▶ _Your task_: Make an exact copy of the records, with the pictures left out.
Given information Block Start
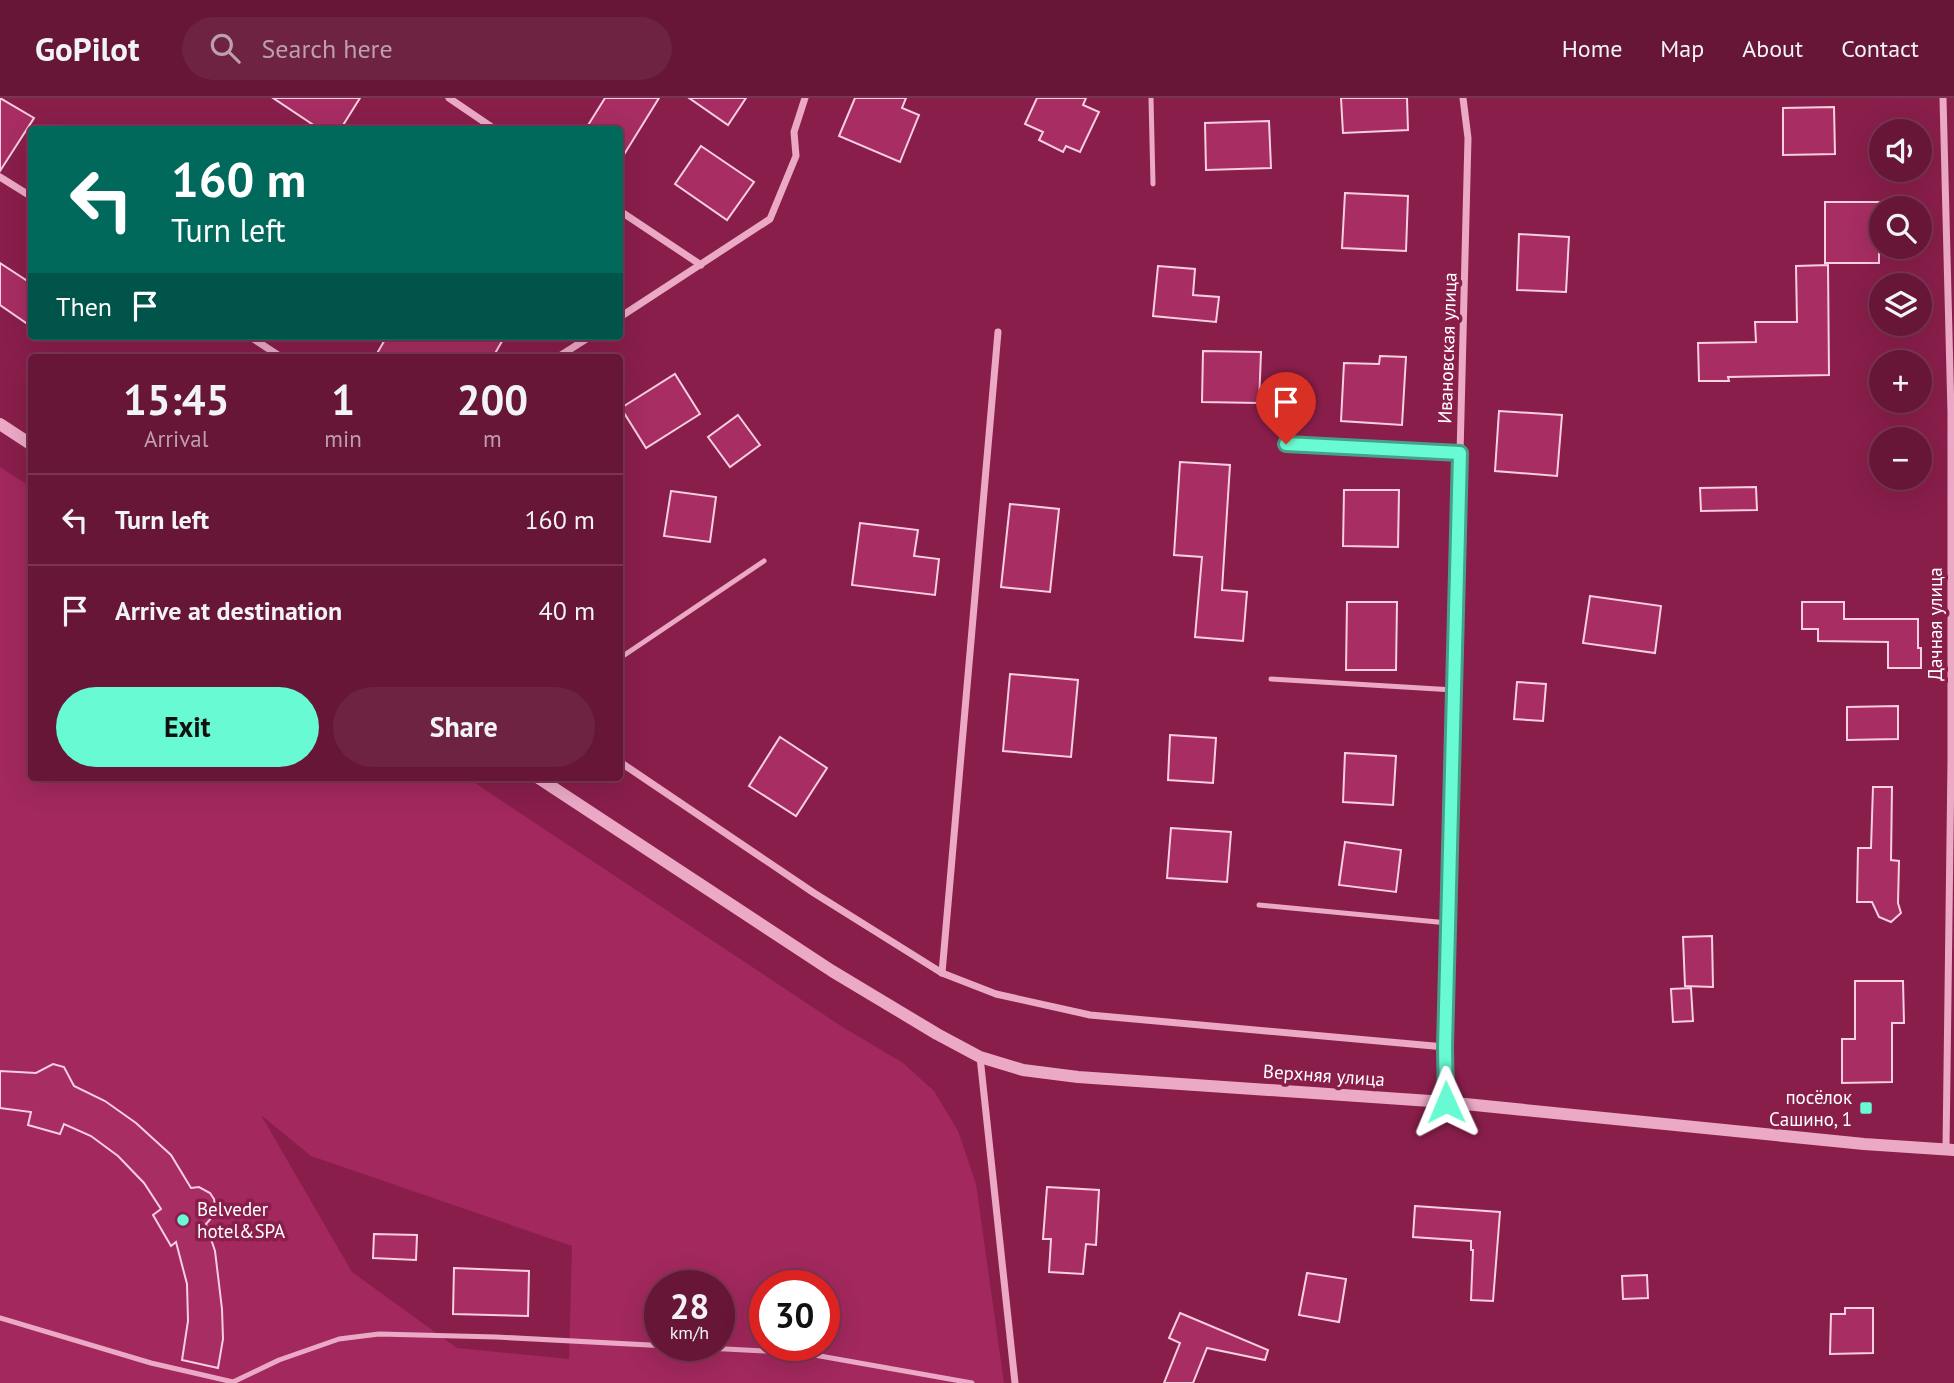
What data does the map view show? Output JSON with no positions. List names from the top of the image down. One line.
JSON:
{"streets":{"street":["Ивановская улица","Дачная улица","Верхняя улица"]},"crossings":[["Ивановская улица","Верхняя улица"],["Дачная улица","Верхняя улица"]],"places":{"transit":["посёлок Сашино, 1"],"other":["Belveder hotel&SPA"]},"page":{"header":"GoPilot","search":"Search here","nav":["Home","Map","About","Contact"],"map_buttons":["+","−"],"turn":["160 m","Turn left"],"then":"Then","eta":["15:45","Arrival","1","min","200","m"],"list":[{"name":"Turn left","value":"160 m"},{"name":"Arrive at destination","value":"40 m"}],"buttons":["Exit","Share"],"speed":"28 km/h","limit":"30"}}
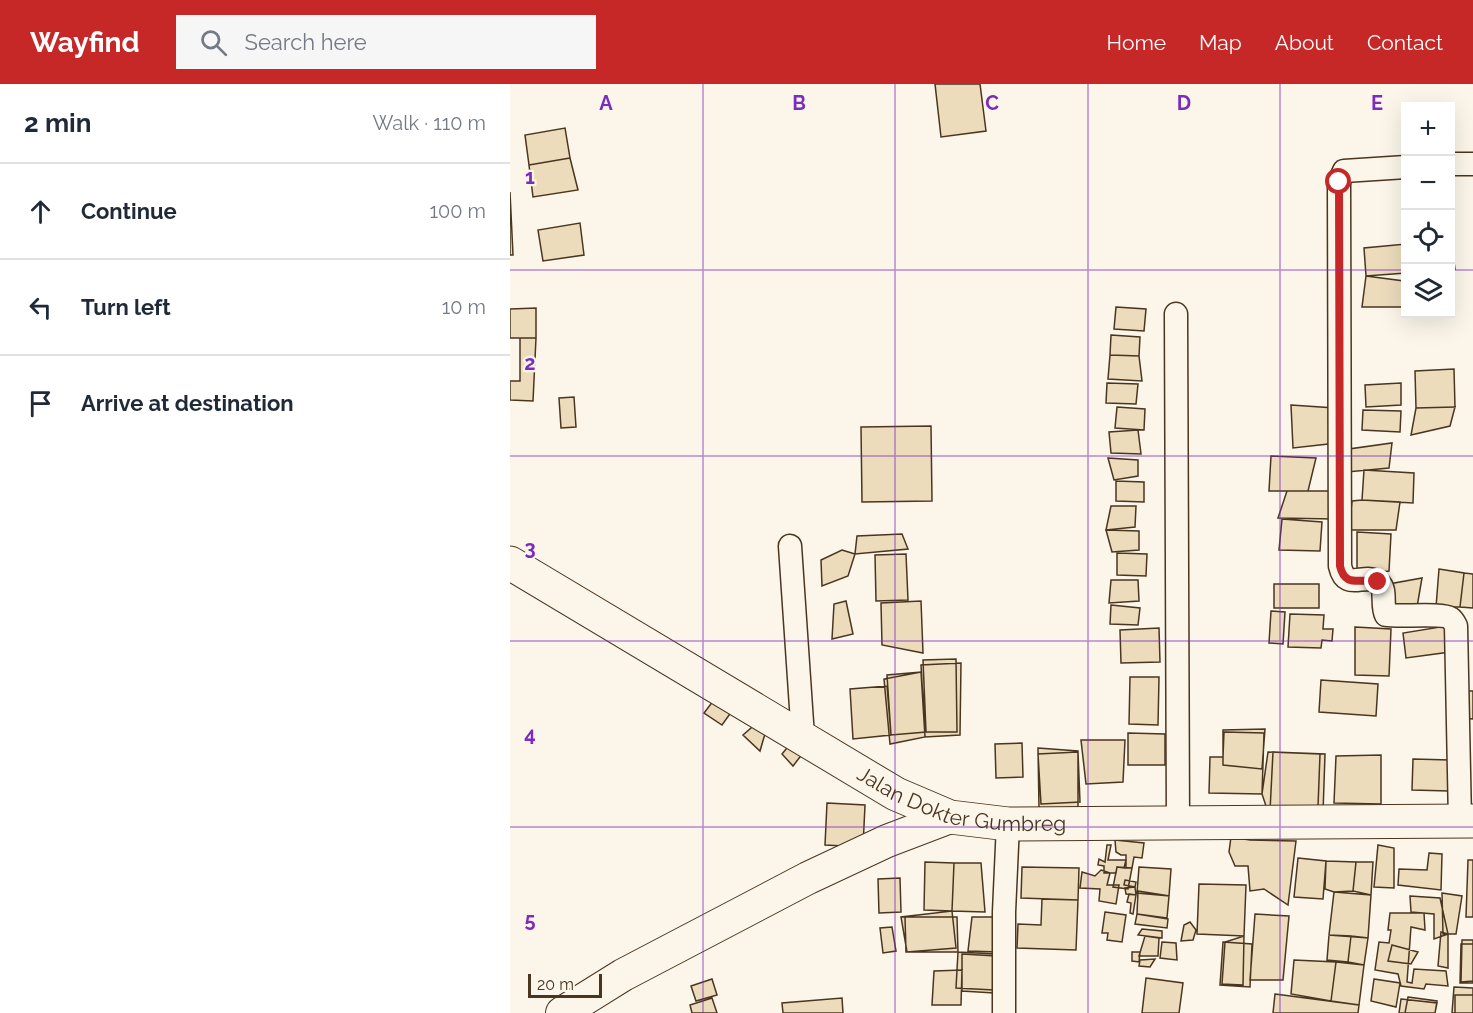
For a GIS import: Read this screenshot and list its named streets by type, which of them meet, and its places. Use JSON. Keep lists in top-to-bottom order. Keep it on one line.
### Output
Given information Block End
▶ _Finished task_:
What data does the map view show? Output JSON with no positions. List names from the top of the image down. One line.
JSON:
{"streets":{"street":["Ивановская улица","Дачная улица","Верхняя улица"]},"crossings":[["Ивановская улица","Верхняя улица"],["Дачная улица","Верхняя улица"]],"places":{"transit":["посёлок Сашино, 1"],"other":["Belveder hotel&SPA"]},"page":{"header":"GoPilot","search":"Search here","nav":["Home","Map","About","Contact"],"map_buttons":["+","−"],"turn":["160 m","Turn left"],"then":"Then","eta":["15:45","Arrival","1","min","200","m"],"list":[{"name":"Turn left","value":"160 m"},{"name":"Arrive at destination","value":"40 m"}],"buttons":["Exit","Share"],"speed":"28 km/h","limit":"30"}}
For a GIS import: Read this screenshot and list its named streets by type, which of them meet, and its places. Use JSON. Keep lists in top-to-bottom order. Keep it on one line.
### Output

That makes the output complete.